We Need a Memorably Forgettable President (Greg Weiner, 2/04/21, The Constitutionalist)

In 1969, Daniel Patrick Moynihan delivered a commencement address at the University of Notre Dame. The times paralleled our own: alienation that fed on itself and fueled chaos. Moynihan noted that he had spent a career trying to make government bigger, but that doing so effectively required recognizing what government could not do well. "What is it that government cannot provide?" he asked. "It cannot provide values to persons who have none, or who have lost those they had. It cannot provide a meaning to life. It cannot provide inner peace."

Trumpism was less a policy agenda than an attempt to supply those things to disaffected people, not by means of government, nor even through the White House, but rather through the personality of its occupant. He validated their lives and rhetorically vanquished their perceived foes. January 6 differs from Shay's Rebellion of 1786 and 1787 and the Whiskey Rebellion of the early 1790s. Those were indefensible and seditious. They also entailed people's livelihoods. The insurrection of January 6 pertained to its participants' apparently precarious self-respect.

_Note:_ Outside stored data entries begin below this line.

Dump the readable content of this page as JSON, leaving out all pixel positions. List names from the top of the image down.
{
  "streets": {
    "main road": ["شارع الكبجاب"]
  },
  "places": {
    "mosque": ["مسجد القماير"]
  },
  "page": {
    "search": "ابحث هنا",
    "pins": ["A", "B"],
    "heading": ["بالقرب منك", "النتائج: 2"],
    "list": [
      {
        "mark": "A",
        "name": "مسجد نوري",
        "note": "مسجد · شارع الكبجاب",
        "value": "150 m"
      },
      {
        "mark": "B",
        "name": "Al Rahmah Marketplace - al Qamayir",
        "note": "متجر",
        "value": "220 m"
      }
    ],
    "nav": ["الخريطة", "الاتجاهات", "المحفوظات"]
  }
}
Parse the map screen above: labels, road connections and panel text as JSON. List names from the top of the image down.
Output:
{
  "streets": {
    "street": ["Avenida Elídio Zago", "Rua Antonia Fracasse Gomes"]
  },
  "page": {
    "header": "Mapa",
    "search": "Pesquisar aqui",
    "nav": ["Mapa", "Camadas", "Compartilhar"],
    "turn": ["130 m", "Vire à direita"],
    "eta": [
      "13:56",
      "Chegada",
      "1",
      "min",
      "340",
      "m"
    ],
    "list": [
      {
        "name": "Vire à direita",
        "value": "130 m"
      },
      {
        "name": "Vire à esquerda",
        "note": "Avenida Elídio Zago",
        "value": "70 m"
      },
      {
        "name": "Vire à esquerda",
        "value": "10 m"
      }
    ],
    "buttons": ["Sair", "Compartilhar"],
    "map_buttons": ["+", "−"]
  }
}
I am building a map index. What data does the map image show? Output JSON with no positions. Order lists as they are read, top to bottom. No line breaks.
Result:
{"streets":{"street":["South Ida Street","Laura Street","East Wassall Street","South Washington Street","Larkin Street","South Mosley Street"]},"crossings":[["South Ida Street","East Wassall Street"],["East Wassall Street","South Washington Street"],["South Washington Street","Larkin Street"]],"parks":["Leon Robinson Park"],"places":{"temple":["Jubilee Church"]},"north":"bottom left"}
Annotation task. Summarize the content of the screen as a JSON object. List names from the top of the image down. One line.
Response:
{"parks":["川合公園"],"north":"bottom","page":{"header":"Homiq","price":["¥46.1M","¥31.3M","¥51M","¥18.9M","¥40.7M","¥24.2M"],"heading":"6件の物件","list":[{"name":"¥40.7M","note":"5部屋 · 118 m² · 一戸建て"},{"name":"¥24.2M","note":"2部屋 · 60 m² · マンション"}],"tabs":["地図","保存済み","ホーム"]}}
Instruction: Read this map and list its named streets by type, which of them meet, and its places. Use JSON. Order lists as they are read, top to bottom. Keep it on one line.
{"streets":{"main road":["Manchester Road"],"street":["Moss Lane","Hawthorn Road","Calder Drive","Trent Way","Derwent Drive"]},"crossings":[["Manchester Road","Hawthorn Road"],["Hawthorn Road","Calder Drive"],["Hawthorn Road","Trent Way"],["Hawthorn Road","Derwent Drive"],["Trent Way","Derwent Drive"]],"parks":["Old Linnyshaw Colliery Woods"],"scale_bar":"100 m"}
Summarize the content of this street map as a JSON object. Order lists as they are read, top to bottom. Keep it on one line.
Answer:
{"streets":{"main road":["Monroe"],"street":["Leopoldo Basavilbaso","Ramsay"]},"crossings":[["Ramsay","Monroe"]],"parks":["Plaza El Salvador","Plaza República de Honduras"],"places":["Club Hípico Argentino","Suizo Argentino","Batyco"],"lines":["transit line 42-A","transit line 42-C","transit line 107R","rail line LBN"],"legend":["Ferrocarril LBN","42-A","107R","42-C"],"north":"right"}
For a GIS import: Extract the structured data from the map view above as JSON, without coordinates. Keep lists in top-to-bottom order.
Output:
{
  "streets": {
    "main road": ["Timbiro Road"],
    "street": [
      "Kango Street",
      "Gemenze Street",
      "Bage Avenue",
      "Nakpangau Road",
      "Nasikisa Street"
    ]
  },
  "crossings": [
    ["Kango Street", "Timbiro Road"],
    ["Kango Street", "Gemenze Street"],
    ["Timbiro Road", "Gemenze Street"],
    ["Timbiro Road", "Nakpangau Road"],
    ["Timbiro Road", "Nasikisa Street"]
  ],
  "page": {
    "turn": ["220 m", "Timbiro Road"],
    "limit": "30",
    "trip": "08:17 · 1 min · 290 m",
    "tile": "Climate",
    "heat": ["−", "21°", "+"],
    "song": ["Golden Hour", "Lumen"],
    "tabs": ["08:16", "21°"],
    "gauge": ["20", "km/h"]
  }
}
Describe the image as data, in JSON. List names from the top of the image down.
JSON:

If elections are meant to provide our sense of purpose and worth, their results are fated to be explosive. Moreover, if politics is the vehicle for all meaning, we should expect it to infiltrate every aspect of our lives and, in so doing, lose any sense of moderation or perspective. Moynihan's words on that topic at Notre Dame apply to the Trump right as much as they did, in 1969, to the radical left: "We are not especially well equipped in conceptual terms to ride out the storm ahead, but there are things we know without fully understanding, and one of these is the ultimate value of privacy, and the final ruin when all things have become political."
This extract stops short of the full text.